Avec Profanation, le ton change: c’est un homme accusé de détrousser les cadavres qui passe en jugement devant les autorités ecclésiastiques de l’Église du Décharné. Peut-être le texte le moins fort (notez que je n’ai pas dit « le plus faible ») du recueil, il vaut pour sa description des conséquences des batailles et pour sa conclusion glaçante.
Si Désolation commence par une citation de Tolkien, ce n’est sans doute pas un hasard: l’histoire de cette colonne de nains qui s’engagent dans une vallée interdite pour tenter de secourir une de leurs forteresses assiégée et qui tombent sur un secret millénaire est une brillante relecture de ce peuple tolkiennien en diable.

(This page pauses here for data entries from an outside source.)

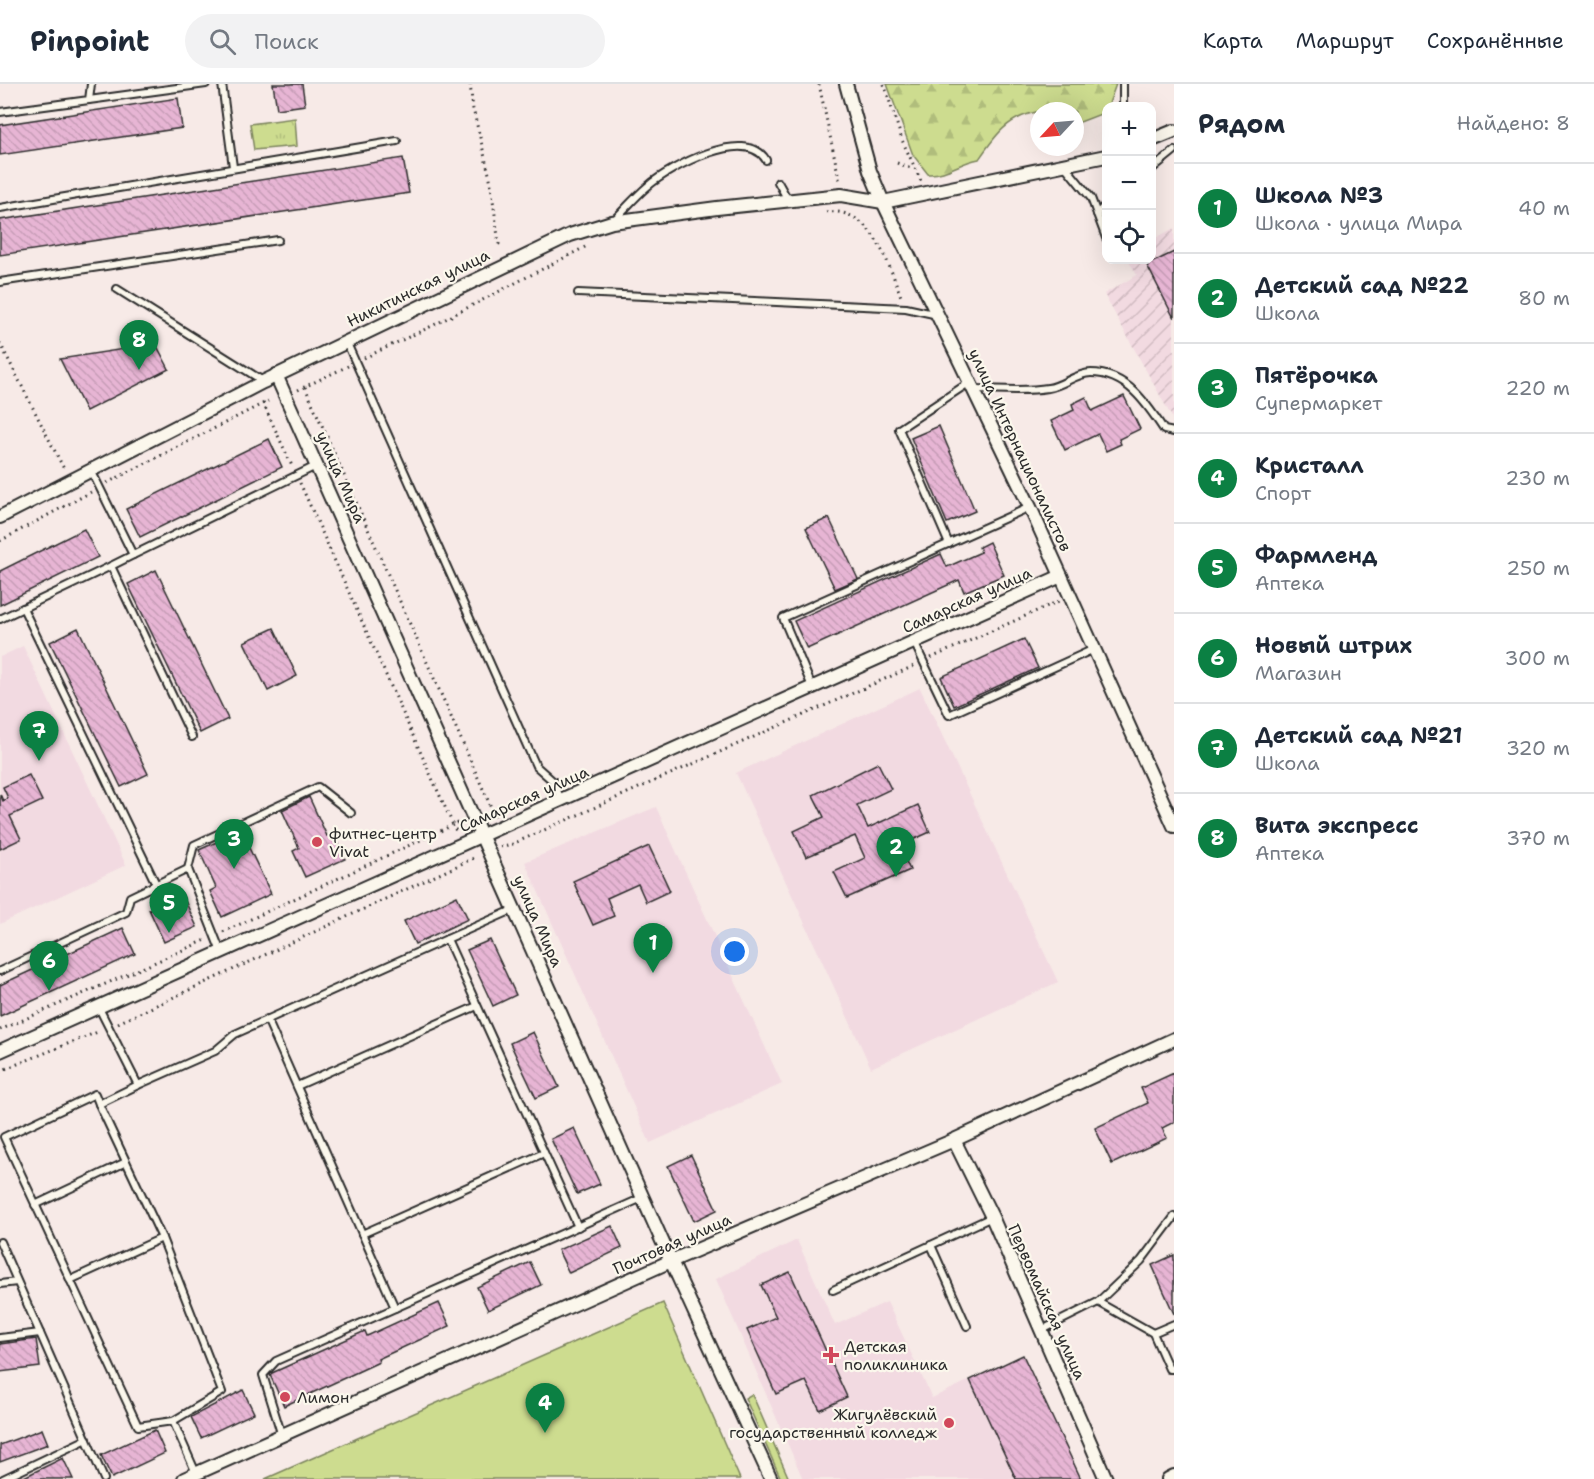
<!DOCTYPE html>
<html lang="ru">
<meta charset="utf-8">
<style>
:root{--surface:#fff;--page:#f2f2f3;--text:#1f2937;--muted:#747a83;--line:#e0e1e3;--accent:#0b8043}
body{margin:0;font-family:"Shantell Sans",sans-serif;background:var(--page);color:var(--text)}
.controls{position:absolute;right:18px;top:18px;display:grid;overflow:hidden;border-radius:12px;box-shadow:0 6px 24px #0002}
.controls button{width:54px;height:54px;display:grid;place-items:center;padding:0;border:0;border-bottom:2px solid var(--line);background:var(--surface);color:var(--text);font:30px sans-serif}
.compass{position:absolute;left:1030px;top:18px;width:54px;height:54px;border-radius:50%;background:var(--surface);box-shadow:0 6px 24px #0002;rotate:244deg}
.you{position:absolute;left:735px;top:868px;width:21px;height:21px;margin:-15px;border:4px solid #fff;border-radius:50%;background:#1a73e8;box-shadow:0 0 0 9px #1a73e833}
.badge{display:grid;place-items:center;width:39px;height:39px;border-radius:50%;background:var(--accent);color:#fff;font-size:20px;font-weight:700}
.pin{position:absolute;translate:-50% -50px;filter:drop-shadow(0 2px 3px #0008)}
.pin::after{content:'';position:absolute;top:32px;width:21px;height:18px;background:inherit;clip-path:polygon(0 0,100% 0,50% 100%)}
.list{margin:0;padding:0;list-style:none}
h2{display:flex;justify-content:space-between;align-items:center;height:78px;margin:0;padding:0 24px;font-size:26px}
h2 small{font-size:20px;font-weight:400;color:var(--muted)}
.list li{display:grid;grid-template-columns:39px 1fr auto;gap:18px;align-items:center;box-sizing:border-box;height:90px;padding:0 24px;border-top:2px solid var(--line)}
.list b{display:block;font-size:22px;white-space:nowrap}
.list p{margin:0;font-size:20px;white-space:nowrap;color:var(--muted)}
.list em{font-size:20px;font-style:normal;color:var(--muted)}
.icon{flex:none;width:33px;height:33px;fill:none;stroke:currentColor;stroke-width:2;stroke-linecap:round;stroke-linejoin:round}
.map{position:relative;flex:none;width:1174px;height:1395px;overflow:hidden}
header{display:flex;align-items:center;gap:36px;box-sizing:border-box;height:84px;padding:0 30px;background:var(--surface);border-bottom:2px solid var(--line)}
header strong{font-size:28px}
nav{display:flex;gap:33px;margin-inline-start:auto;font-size:21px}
.search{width:420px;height:54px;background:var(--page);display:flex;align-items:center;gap:15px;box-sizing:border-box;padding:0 21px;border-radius:33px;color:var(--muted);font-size:22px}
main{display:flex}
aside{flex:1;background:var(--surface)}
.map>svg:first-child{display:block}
.built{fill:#f2dae1}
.industrial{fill:url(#industrial-furrows)}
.grass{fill:#cddc8f;stroke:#7c845d;stroke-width:1.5}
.forest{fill:url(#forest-firs);stroke:#7c845d;stroke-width:1.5}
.park{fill:url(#park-tufts);stroke:#7c845d;stroke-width:1.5}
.building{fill:url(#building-back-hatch);stroke:#2b2b2b;stroke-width:1.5}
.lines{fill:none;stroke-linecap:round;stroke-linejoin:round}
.service-casing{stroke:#2b2b2b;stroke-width:10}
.minor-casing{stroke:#2b2b2b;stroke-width:16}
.path{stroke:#2b2b2b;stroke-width:3;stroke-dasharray:1.5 4.5;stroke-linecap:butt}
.service{stroke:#fbf7ec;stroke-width:6}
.minor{stroke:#fbf7ec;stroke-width:12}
.poi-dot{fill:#d1495b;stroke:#fbf7ec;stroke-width:2}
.labels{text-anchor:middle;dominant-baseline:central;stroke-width:4.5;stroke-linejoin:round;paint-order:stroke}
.street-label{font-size:16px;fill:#2b2b2b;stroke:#fbf7ec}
.poi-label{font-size:16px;fill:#2b2b2b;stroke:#fbf7ec;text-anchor:start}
</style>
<header>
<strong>Pinpoint</strong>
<div class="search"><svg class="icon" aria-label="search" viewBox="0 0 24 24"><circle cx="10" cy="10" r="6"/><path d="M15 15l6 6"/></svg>Поиск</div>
<nav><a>Карта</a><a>Маршрут</a><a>Сохранённые</a></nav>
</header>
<main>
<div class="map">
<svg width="1174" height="1395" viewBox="0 0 1174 1395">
<defs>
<pattern id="industrial-furrows" width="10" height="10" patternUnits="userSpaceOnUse" patternTransform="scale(1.5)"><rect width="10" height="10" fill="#f2dae1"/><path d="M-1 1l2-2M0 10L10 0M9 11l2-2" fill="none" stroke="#d0bbc1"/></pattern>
<pattern id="forest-firs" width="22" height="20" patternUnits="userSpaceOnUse" patternTransform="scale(1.5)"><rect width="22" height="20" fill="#cddc8f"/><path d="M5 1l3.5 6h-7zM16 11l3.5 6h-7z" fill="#b0bd7c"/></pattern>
<pattern id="park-tufts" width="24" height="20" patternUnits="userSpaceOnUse" patternTransform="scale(1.5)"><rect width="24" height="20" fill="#cddc8f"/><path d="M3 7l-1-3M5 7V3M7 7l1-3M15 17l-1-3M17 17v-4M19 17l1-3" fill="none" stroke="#b0bd7c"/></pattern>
<pattern id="building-back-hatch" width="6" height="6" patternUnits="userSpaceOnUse" patternTransform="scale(1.5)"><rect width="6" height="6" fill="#e7b5d4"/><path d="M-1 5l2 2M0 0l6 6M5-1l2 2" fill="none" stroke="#c69cb6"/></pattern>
</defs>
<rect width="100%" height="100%" fill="#f7eae7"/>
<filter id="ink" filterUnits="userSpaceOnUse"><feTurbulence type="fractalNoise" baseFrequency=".0167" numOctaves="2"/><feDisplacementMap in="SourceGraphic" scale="12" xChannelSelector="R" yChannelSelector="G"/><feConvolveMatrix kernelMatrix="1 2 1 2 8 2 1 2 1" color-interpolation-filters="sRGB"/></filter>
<g filter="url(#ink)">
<g class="built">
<path d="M23,562L126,781L0,840V573Z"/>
<path d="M920,604L1058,898L871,984L736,689Z"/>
<path d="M656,723L782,1000L650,1059L525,778Z"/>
<path d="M797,1156L835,1241L887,1218L932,1314L1023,1271L1081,1395H803L716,1195Z"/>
</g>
<path class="industrial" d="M1174,144V337L1104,210L1137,191L1128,176H1152V156Z"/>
<g class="grass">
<path d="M663,1219L740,1395H265Z"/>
<path d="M752,1310L789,1395H781L745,1314Z"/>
</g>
<path class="forest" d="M887,0H1116L1106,28L1075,40V27H1039V31L1036,28C1007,34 995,52 979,75C960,78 947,91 928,90L913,71Z"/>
<path class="park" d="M295,34L297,62L254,66L250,40Z"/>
<g class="building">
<path d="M273,0H302L305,21L277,25Z"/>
<path d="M178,14L182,44L0,71V41Z"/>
<path d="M403,74L409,109L0,171V136Z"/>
<path d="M1174,168V234L1147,181Z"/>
<path d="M156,260L169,285L86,327L60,275Z"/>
<path d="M1124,312L1140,345L1119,355L1121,360L1106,367L1098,350L1065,366L1051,337L1074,326L1072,320L1086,313L1092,327Z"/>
<path d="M939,342L975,427L947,439L911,354Z"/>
<path d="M269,355L282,383L140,453L126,425Z"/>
<path d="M829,434L858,495L835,505L806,444Z"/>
<path d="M84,445L98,473L0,521V487Z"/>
<path d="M989,458L1004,491L964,508L959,496L807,565L794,537L941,470L947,483L981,468L979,463Z"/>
<path d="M156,486L228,635L200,649L128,500Z"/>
<path d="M78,544L148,690L121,703L50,558Z"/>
<path d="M274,544L297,592L268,607L244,558Z"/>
<path d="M1024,555L1038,584L954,622L941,593Z"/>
<path d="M878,679L891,705L857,721L868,744L918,721L930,748L899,762L910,786L847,814L834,788L865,774L855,752L806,773L794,747L824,733L813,711Z"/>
<path d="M29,691L42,717L10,732L21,755L0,765V710L3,717L8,714L3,703Z"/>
<path d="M309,713L327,752L333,750L345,775L305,793L293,767L299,764L282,726Z"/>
<path d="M241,747L271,810L222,833L210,807L216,804L199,766Z"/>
<path d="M649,762L670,807L646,818L638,800L607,814L614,832L593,841L573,797Z"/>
<path d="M182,810L197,843L164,858L149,825Z"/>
<path d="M457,812L468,835L415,860L404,837Z"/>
<path d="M123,844L135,870L0,932V901Z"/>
<path d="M490,856L516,911L493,922L467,866Z"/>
<path d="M533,948L559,1003L536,1014L510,959Z"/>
<path d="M1174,989V1038L1162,1044L1167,1054L1112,1080L1095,1044L1148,1019L1141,1004Z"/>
<path d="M574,1044L600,1100L577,1110L551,1055Z"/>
<path d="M691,1071L717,1126L694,1137L668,1082Z"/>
<path d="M612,1142L622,1164L569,1189L558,1166Z"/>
<path d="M1174,1171V1230L1152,1181Z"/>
<path d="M530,1178L541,1201L488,1226L477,1203Z"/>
<path d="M790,1188L847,1313L820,1326L806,1297L776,1310L747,1246L776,1233L761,1201Z"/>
<path d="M439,1219L450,1242L378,1275L379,1278L284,1322L270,1291L272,1289L365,1247L367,1252Z"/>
<path d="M36,1255L40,1283L0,1288V1260Z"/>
<path d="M1023,1271L1081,1395H1016L970,1296Z"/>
<path d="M243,1306L254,1329L201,1354L191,1333Z"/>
<path d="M42,1345L48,1360L0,1378V1361Z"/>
<path d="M155,1346L165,1369L112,1394L101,1371Z"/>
<path d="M63,1374L73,1395H20Z"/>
</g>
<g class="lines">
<g class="service-casing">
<g id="service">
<path d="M222,0L233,83"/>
<path d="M1123,0V22"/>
<path d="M89,16L206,0"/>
<path d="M0,28L89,16L91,0"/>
<path d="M1065,82L1091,114L1106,154"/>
<path d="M1152,85L1174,67"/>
<path d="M778,98L788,116"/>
<path d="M0,124L397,57"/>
<path d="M1097,130L1106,120"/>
<path d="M615,135C626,124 636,112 648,102C670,83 746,42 766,76"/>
<path d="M0,198L278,156"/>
<path d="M117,205L263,297"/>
<path d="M578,209L906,224L938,231"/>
<path d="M346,257L536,682L554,698L561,717"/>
<path d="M975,305C999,305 1024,308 1048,304C1063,302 1076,289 1091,289C1127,289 1147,320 1164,346L1174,348"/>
<path d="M91,386L133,471L111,482L192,653"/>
<path d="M949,460L899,345L970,298"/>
<path d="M133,471L318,381"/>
<path d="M23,524L156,800"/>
<path d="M0,535L111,482"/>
<path d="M914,558L949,631L1094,565"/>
<path d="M813,605L783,534L1030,423"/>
<path d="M188,785L194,761L318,703L351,729"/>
<path d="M515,825L447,855L578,1143"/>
<path d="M0,887L126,828L130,813L188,785L221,868"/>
<path d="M98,922L138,1001L99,1020L95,1010L4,1053L138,1342L173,1337L196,1389"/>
<path d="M267,935L395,1224"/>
<path d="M138,1001L215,967L235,950L447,855"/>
<path d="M297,1002L477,922"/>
<path d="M99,1020L162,1154L222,1308L173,1337"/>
<path d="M35,1121L126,1078"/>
<path d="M362,1150L544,1069"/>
<path d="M0,1158L104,1395"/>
<path d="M931,1161L967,1242"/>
<path d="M70,1196L162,1154"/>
<path d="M0,1200L17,1198"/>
<path d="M833,1206L992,1133"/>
<path d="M1174,1240L1153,1249L1169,1285H1174"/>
<path d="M1042,1246L1098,1218"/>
<path d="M1153,1249L1098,1218L1141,1177L1174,1133"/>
<path d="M0,1254L40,1249"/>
<path d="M282,1352L263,1291L276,1277L642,1114"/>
<path d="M3,1395L87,1355"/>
</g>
</g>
<g class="minor-casing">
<g id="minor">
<path d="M846,0L870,87L883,118L1030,423L1174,742"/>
<path d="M1152,56L1174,47"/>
<path d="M276,291L671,1177L771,1395"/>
<path d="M0,433L263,298L570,151L612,138L717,124L841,111L883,118L1106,72"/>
<path d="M0,967L1061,492"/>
<path d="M954,1056L992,1133L1106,1395"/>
<path d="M184,1395L671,1177L954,1056L1174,955"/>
<path d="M1168,1395L1174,1392"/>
</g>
</g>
<g class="path">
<path d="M470,0L473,25L490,94L499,160L496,162"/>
<path d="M819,0L840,99"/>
<path d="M884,0L902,56L921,97"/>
<path d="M897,79L914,85"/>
<path d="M826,128C873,123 888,180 902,215"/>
<path d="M0,259L65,387"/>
<path d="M364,274L432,242L589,161"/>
<path d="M305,303L495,732"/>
<path d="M298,306L348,282"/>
<path d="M263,319L292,382"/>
<path d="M107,399L268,317"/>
<path d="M300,399L453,741L461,737"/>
<path d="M0,457L91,408"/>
<path d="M931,574L1059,517"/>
<path d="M500,763L508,762L914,582"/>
<path d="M223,848L453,741L457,749"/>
<path d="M118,939L476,773"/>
<path d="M0,946L206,856"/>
<path d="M0,987L100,947"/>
</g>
<use href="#service" class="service"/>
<use href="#minor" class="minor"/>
</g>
</g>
<g class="poi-dot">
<circle cx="317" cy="758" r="6"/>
<path d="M828 1262h6v6h6v6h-6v6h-6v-6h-6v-6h6z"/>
<circle cx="285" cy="1313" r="6"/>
<circle cx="949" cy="1339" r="6"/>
</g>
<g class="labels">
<g class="street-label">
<text transform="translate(418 204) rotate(-26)">Никитинская улица</text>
<text transform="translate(1020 366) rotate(65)">улица Интернационалистов</text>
<text transform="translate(341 393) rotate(66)">улица Мира</text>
<text transform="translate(967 516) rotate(-24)">Самарская улица</text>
<text transform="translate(524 715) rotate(-24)">Самарская улица</text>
<text transform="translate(538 837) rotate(66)">улица Мира</text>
<text transform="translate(672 1160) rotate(-24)">Почтовая улица</text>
<text transform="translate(1047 1218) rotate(66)">Первомайская улица</text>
</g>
<g class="poi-label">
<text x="329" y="749">фитнес-центр<tspan x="329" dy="18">Vivat</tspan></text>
<text x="844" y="1262">Детская<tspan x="844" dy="18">поликлиника</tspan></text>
<text x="297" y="1313">Лимон</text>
<text x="937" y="1330" text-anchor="end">Жигулёвский<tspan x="937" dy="18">государственный колледж</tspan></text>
</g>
</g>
</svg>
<div class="controls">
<button>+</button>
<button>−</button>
<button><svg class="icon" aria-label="locate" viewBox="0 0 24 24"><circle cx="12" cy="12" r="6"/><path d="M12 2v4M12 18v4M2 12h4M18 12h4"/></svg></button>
</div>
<svg class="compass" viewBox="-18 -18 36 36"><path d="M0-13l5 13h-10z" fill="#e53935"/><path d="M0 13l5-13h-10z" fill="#747a83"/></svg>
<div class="you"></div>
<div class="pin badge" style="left:653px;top:889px">1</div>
<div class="pin badge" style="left:896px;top:793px">2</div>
<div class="pin badge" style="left:234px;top:785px">3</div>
<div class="pin badge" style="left:545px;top:1349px">4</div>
<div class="pin badge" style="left:169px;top:849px">5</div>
<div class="pin badge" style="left:49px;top:907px">6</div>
<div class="pin badge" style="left:39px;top:677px">7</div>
<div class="pin badge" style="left:139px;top:286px">8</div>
</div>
<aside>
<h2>Рядом<small>Найдено: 8</small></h2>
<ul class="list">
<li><span class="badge">1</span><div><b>Школа №3</b><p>Школа · улица Мира</p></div><em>40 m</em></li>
<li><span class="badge">2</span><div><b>Детский сад №22</b><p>Школа</p></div><em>80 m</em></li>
<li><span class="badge">3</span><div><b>Пятёрочка</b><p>Супермаркет</p></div><em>220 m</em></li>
<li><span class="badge">4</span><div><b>Кристалл</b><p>Спорт</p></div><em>230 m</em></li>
<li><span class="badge">5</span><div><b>Фармленд</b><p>Аптека</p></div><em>250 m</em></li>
<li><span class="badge">6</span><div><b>Новый штрих</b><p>Магазин</p></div><em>300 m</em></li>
<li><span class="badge">7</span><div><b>Детский сад №21</b><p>Школа</p></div><em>320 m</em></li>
<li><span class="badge">8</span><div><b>Вита экспресс</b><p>Аптека</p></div><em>370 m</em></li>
</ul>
</aside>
</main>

Enfin, La troisième hypostase est l’histoire d’un affrontement entre une humaine initiée par les elfes à leur magie et qui devient, malgré elle, une cible dans la guerre en cours. Jaworski y dépeint une magie très naturelle et très vivante.
Je n’irai pas par quatre chemins: j’ai adoré ce recueil. Je pourrais, comme beaucoup de mes collègues en chroniques littéraires, râler sur la forme très rudimentaire des ouvrages de la collection Hélios – marge microscopique, table des matière et notice biographique absentes – mais ce n’est pas très grave.
En cinq nouvelles, Jean-Philippe Jaworski fait plus pour décrire son univers, ses forces à l’œuvre, ses peuples et leurs particularités, que ses deux précédents ouvrages. J’ai réellement eu l’impression d’y trouver une lecture modernisée, débarrassée de ses éléments mystiques ou légendaires, des Terres du Milieu.
Vous allez peut-être trouver que j’en fait des tonnes en mettant Jaworski et Tolkien sur le même piédestal. J’admets, mais d’une part, ce n’est pas exactement ce que je dis et, d’autre part, l’un s’est clairement nourrit de l’autre, mais arrive à en restituer l’essentiel tout en le transformant en quelque chose d’original.
Si vous ne connaissez pas le Vieux Royaume, ce court volume – 200 pages – est une introduction idéale et, si vous êtes déjà coutumier des deux premiers ouvrages, il est juste indispensable.